◆ **Problem**: State how many lines in these records contain the word "halo", and nothing else.

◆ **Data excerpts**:
--

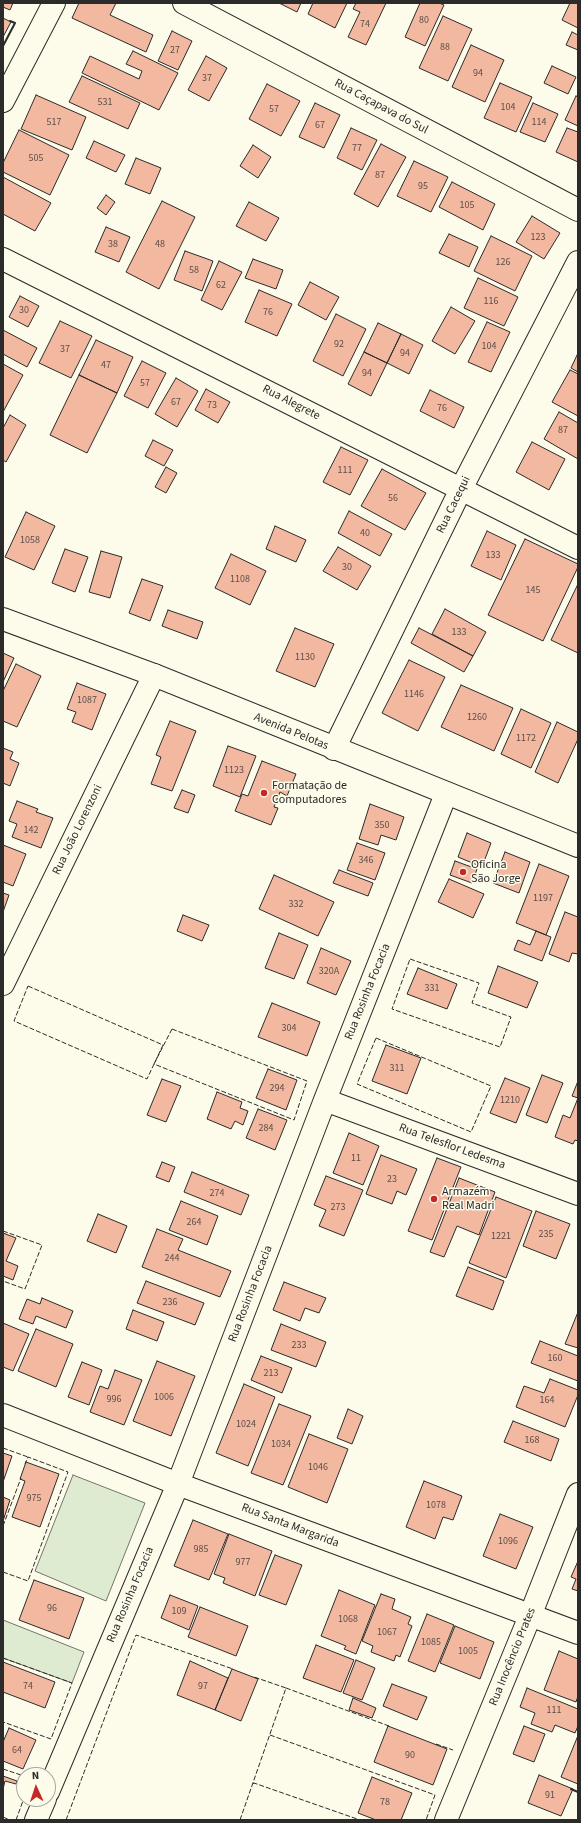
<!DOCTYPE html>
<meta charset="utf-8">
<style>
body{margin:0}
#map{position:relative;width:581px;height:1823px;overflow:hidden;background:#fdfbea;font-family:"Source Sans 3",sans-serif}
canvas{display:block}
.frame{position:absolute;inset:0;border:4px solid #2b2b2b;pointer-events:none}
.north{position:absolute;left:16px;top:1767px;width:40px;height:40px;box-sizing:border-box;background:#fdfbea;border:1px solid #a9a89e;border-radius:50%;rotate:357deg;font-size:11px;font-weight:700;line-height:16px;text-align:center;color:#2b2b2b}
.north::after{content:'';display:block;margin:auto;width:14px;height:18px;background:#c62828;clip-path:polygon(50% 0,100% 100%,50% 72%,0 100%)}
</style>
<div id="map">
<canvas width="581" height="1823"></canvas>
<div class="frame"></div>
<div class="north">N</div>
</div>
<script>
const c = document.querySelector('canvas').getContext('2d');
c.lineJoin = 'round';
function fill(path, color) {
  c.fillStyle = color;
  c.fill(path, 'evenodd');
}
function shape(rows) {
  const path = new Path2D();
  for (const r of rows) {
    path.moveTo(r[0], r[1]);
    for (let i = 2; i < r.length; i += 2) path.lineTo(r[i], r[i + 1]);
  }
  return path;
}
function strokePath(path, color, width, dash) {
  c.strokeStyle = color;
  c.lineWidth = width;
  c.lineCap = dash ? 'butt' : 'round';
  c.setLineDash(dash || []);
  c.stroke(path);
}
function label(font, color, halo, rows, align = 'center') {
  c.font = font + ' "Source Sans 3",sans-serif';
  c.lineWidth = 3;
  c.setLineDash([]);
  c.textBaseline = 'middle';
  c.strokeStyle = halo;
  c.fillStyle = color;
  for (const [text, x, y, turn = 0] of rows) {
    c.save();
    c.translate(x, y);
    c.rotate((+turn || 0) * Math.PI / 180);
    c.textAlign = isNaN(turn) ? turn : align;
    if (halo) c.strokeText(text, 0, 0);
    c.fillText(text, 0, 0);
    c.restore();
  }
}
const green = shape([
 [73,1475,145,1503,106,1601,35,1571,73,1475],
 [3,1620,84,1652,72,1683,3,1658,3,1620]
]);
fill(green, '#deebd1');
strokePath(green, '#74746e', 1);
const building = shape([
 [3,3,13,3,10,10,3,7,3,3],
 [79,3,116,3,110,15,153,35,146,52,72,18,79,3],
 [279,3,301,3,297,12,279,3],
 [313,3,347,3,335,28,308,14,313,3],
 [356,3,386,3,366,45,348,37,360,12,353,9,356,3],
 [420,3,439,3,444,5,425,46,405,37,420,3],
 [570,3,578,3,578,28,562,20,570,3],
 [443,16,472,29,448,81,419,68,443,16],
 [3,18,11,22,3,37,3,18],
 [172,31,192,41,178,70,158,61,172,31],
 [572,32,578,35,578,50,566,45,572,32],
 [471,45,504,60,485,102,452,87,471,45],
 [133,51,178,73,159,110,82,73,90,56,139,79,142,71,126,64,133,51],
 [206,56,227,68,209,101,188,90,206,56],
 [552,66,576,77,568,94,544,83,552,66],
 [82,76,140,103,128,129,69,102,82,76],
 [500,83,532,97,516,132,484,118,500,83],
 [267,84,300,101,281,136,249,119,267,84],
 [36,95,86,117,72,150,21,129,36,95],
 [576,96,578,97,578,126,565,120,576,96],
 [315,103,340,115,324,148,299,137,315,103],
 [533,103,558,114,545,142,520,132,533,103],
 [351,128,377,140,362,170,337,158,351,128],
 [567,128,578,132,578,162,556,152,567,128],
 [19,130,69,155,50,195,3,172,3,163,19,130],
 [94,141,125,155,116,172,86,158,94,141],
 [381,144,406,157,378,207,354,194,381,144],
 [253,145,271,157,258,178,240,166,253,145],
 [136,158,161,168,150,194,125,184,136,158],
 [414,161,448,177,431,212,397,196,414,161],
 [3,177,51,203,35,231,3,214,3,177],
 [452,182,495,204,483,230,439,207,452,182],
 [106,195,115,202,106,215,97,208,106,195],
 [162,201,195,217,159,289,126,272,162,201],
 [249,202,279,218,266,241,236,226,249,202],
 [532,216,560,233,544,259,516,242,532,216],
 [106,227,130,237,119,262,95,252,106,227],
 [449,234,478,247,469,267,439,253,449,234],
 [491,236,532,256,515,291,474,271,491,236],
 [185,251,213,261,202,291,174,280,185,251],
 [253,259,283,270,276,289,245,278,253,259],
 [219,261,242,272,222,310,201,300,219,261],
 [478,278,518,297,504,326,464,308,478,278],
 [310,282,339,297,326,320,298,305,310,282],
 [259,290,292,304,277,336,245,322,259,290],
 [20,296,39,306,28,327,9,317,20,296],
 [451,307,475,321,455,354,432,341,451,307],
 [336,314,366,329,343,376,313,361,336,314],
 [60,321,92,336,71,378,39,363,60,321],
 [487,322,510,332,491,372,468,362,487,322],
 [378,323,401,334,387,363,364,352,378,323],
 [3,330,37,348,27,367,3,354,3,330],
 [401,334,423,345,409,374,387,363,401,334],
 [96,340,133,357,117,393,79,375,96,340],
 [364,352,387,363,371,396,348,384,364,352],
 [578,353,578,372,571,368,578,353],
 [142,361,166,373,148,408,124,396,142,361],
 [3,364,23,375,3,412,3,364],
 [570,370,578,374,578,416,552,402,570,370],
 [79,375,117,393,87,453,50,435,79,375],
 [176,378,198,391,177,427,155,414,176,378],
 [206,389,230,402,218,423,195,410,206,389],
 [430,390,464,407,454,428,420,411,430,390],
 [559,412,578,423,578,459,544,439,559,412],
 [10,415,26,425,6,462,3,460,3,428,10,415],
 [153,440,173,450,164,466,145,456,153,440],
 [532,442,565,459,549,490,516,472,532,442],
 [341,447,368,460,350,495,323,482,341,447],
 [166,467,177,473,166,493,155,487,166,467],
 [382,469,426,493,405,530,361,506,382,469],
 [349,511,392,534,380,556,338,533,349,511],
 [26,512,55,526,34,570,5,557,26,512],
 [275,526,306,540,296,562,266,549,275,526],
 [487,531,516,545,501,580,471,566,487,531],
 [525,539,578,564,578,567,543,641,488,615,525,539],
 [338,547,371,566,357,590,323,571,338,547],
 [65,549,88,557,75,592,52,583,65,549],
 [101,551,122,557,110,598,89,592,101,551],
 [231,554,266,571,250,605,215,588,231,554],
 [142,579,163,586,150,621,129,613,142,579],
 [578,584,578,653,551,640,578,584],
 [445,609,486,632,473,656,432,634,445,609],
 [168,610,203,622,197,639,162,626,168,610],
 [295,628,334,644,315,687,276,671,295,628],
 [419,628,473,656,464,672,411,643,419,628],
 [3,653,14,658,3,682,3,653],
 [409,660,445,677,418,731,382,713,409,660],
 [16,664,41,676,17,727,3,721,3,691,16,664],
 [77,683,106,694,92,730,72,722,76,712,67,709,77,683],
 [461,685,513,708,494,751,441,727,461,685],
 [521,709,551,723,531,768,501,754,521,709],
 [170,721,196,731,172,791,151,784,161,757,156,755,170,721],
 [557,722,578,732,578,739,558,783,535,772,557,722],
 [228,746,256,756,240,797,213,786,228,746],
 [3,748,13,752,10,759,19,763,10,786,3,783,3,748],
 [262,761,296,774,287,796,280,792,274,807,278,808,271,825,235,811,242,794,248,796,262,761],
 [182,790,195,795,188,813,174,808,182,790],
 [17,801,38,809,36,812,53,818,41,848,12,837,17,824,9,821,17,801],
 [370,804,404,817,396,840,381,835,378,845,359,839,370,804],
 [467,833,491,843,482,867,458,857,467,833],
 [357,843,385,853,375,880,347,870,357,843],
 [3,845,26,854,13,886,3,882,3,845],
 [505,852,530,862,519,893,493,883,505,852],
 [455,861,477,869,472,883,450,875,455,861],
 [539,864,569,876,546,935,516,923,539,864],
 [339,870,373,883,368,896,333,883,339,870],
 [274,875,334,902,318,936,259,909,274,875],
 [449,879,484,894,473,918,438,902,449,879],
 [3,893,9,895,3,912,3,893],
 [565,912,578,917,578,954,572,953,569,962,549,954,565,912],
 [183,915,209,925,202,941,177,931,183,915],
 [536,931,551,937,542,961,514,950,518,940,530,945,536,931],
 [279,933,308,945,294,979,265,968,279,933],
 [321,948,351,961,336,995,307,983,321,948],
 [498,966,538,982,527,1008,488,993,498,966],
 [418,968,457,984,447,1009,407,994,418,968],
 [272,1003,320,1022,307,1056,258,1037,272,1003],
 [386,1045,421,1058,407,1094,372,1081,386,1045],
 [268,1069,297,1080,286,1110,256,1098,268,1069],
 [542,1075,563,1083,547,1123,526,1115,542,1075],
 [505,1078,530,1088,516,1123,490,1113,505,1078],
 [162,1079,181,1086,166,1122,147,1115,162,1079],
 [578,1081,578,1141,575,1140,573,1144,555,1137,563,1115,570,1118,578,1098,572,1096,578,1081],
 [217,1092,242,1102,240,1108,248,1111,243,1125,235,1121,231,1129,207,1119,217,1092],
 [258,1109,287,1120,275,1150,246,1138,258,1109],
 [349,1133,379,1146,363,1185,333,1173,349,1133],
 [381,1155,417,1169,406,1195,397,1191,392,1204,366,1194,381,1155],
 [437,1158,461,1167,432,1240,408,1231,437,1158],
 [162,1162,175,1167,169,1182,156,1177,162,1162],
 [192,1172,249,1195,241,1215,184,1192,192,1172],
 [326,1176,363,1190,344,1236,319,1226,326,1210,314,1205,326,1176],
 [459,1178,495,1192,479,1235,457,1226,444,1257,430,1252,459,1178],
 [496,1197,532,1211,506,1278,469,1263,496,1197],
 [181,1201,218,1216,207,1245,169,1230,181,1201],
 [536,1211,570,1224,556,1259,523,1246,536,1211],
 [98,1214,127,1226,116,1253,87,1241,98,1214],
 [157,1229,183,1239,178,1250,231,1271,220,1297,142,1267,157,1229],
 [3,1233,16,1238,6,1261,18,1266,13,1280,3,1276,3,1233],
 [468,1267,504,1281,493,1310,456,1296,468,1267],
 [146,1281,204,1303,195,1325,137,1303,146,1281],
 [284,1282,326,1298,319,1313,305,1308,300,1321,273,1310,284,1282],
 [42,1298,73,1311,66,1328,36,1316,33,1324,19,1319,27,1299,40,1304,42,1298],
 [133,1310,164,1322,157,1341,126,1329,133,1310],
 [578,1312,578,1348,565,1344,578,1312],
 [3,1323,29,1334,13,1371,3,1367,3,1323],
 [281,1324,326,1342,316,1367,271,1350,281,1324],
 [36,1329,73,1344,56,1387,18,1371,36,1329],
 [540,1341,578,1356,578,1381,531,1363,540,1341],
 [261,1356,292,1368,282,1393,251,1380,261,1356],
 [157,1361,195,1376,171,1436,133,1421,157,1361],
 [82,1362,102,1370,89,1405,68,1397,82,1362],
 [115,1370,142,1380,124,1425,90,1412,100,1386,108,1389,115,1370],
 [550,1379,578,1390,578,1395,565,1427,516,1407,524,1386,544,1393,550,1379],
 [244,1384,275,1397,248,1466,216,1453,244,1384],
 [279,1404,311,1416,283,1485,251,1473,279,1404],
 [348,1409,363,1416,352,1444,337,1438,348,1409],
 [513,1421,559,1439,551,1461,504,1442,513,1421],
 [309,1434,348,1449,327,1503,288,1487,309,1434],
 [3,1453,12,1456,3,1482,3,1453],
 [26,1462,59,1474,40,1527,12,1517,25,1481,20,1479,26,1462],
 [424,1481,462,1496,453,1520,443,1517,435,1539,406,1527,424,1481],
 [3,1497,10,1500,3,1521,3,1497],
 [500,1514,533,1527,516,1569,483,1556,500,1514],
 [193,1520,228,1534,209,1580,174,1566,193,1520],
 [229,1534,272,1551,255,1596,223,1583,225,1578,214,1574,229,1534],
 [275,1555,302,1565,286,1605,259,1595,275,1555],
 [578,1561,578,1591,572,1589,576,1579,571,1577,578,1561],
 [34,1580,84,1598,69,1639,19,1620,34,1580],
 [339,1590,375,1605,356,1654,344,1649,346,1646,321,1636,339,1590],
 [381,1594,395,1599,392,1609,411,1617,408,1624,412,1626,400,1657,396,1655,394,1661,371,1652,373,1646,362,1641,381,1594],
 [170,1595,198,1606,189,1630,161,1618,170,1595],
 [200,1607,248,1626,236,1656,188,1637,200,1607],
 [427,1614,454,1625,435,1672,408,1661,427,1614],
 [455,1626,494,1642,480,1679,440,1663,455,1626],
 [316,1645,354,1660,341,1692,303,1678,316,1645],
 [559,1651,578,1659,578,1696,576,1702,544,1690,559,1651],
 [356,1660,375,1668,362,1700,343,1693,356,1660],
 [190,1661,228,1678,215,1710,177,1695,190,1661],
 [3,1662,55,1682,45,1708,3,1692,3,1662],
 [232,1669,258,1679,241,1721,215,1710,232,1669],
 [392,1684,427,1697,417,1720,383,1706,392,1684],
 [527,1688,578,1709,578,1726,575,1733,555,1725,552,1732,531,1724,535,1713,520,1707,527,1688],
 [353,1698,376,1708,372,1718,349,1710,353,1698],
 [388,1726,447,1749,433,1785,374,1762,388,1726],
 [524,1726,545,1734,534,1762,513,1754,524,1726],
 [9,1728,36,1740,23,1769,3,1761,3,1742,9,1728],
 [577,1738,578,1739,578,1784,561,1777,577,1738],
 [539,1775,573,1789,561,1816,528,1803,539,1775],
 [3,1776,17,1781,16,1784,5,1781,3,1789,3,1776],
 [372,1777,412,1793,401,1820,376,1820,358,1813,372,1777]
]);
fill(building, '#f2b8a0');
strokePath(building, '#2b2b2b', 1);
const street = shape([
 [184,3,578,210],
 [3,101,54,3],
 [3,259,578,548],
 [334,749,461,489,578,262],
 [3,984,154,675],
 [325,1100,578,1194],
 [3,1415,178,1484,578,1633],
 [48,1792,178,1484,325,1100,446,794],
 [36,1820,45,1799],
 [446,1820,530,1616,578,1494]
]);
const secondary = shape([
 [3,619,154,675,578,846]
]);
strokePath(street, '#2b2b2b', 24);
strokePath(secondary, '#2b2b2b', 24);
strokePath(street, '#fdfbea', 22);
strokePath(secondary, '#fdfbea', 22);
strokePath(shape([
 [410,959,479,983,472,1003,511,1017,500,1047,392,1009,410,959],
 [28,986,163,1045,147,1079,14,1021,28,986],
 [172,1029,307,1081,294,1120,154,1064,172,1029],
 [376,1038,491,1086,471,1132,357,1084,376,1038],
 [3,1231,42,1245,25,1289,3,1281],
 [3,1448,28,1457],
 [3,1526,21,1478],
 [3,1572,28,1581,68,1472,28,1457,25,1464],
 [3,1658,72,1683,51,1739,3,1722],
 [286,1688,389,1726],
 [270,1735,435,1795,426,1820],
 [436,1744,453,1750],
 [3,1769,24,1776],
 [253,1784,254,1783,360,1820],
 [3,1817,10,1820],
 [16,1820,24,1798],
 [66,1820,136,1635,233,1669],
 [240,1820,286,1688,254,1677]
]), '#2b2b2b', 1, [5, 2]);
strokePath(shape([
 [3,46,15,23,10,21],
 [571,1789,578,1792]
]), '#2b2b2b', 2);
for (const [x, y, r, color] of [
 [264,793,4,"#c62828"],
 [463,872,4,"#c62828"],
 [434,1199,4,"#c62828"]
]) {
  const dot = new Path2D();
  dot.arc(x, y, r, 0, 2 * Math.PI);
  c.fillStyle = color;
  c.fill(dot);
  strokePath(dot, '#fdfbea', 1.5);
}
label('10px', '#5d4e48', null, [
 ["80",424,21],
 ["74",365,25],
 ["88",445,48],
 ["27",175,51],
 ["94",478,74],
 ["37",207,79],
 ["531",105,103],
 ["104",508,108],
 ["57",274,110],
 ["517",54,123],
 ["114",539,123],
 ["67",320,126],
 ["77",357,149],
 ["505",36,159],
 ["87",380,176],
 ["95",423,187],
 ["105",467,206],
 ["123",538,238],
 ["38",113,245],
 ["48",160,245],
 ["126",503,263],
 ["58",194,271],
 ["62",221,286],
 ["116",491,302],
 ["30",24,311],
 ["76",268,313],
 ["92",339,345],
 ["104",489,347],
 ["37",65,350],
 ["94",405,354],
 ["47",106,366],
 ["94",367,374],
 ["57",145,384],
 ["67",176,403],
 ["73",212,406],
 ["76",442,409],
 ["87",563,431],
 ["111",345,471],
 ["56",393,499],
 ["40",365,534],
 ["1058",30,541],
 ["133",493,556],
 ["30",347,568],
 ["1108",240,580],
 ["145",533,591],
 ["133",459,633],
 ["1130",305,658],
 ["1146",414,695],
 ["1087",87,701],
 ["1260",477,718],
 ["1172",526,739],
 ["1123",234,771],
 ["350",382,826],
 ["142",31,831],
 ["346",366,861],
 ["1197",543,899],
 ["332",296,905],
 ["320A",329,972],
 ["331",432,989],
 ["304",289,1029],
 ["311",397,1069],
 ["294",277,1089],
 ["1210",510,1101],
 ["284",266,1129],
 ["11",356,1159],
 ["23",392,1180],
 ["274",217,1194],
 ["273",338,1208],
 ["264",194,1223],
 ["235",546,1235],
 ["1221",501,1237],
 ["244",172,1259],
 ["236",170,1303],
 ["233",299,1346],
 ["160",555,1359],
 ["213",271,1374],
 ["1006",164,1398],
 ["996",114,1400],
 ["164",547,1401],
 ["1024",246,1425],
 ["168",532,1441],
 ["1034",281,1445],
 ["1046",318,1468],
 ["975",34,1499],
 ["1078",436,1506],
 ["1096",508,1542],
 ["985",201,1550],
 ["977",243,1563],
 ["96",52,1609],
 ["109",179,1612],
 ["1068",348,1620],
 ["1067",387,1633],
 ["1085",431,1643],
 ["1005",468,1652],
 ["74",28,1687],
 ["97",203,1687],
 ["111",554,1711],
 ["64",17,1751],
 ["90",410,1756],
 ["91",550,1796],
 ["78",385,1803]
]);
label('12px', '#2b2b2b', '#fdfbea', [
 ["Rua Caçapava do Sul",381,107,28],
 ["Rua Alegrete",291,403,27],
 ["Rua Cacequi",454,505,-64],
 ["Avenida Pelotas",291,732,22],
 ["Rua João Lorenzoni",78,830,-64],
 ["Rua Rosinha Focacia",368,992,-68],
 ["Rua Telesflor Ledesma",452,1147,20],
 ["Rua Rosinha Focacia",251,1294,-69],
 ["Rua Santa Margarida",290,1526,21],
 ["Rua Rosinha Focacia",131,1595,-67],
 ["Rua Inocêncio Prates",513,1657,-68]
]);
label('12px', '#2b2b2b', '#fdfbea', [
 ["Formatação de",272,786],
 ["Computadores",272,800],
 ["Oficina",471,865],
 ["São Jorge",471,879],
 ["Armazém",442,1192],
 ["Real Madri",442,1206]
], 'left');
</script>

--

◆ **Worked solution**: 3